Jeszcze nie tak dawno temu posiadacz Game Boya był najbardziej lubianą osobą na osiedlu, a my zabijaliśmy się o możliwość pogrania w Pokemony na szkolnych przerwach. Mogłoby się wydawać, że te czasy bezpowrotnie przeminęły, jednak twórcy Pocket Sprite udowadniają, że jest zupełnie inaczej.
The king is Back...
Legendarny Game Boy był przede wszystkim bardzo mobilny, można było go zabrać wszędzie. Niewielka konsola, parę gierek na kartridżach - to był przepis na sukces nawet najdłuższych wycieczek. Technologia poszła dalej, a to pozwoliło na odświeżenie Game Boya i… zminiaturyzowanie go!

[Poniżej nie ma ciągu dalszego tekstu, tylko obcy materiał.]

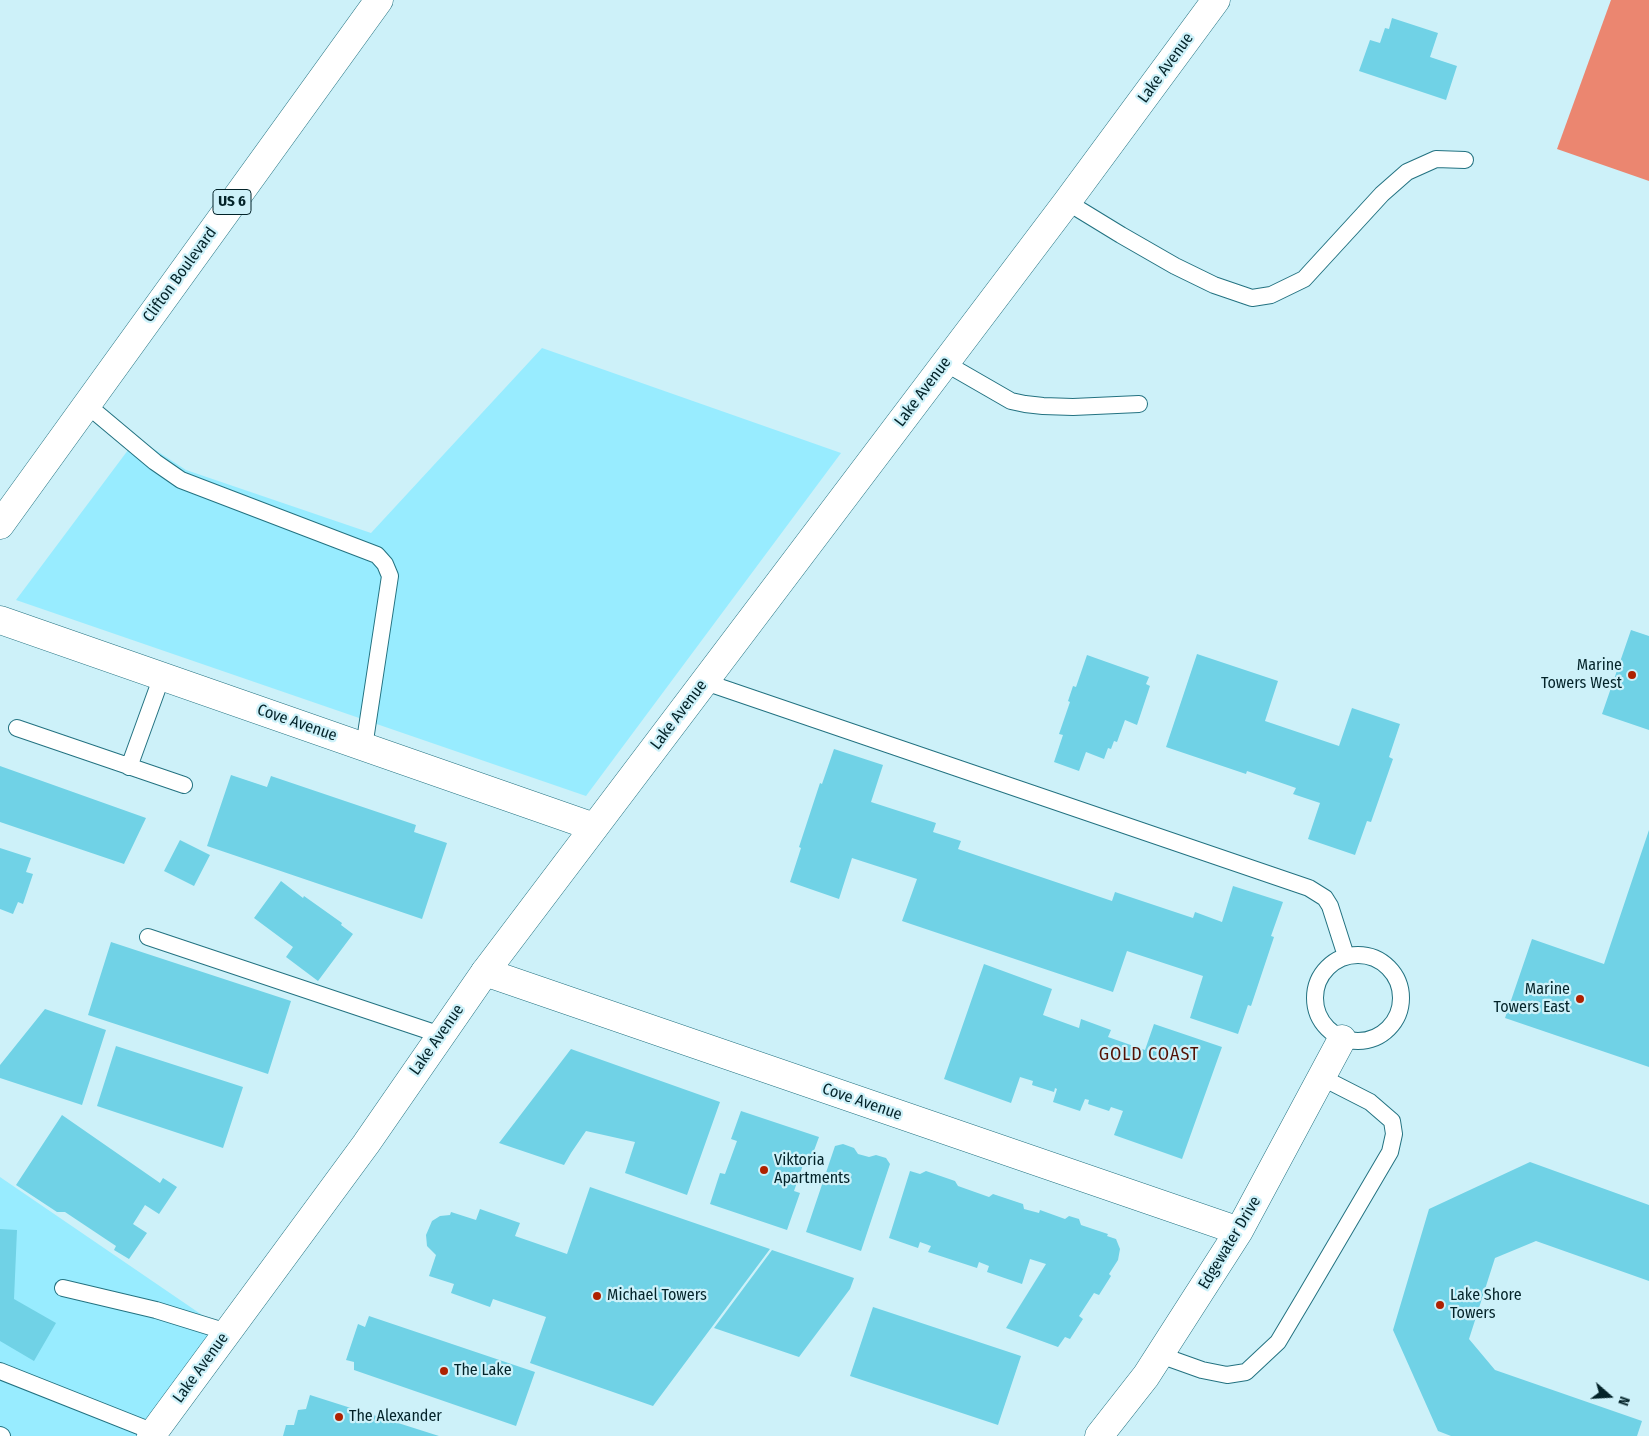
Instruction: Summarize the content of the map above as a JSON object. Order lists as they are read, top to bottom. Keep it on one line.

Najnowszy projekt miniaturowej konsoli - Pocket Sprite - to odpowiednik klasycznego Game Boya w rozmiarach breloka do kluczy. Jego wymiary to 55 x 32 x 14 mm. Kieszonkowy emulator pozwoli nie tylko na zagranie w klasyki, ale również w gry Sega master System czy Game Gear. Prawdziwa gratka dla miłośników retro gamingu!
Rozmiary urządzenia pozwoliły na zastosowanie 240-megahercowego procesora ESP32, który współpracuje z 520 kilobajtami pamięci RAM. Bardziej zorientowani zauważą, że jest to około 30-krotnie większa ilość niż w oryginalnej konsoli sprzed ponad 20 lat. Zaletą nowej konstrukcji jest także ekran OLED (wyświetlający obraz 96x64 px 60fps), moduły Bluetooth i WiFi, głośnik oraz akumulator. Konsola oferuje również otwartość kodu, co może być zarówno plusem, jak i minusem.
Ciekawym dodatkiem jest możliwość zakupu wersji złożonej lub Hacker Edition - do samodzielnego złożenia. Pocket Sprite zamówicie na stronie CrowdSupply za 55 USD. Pierwsze zminiaturyzowane Game Boye zostaną wysłane już 15 kwietnia.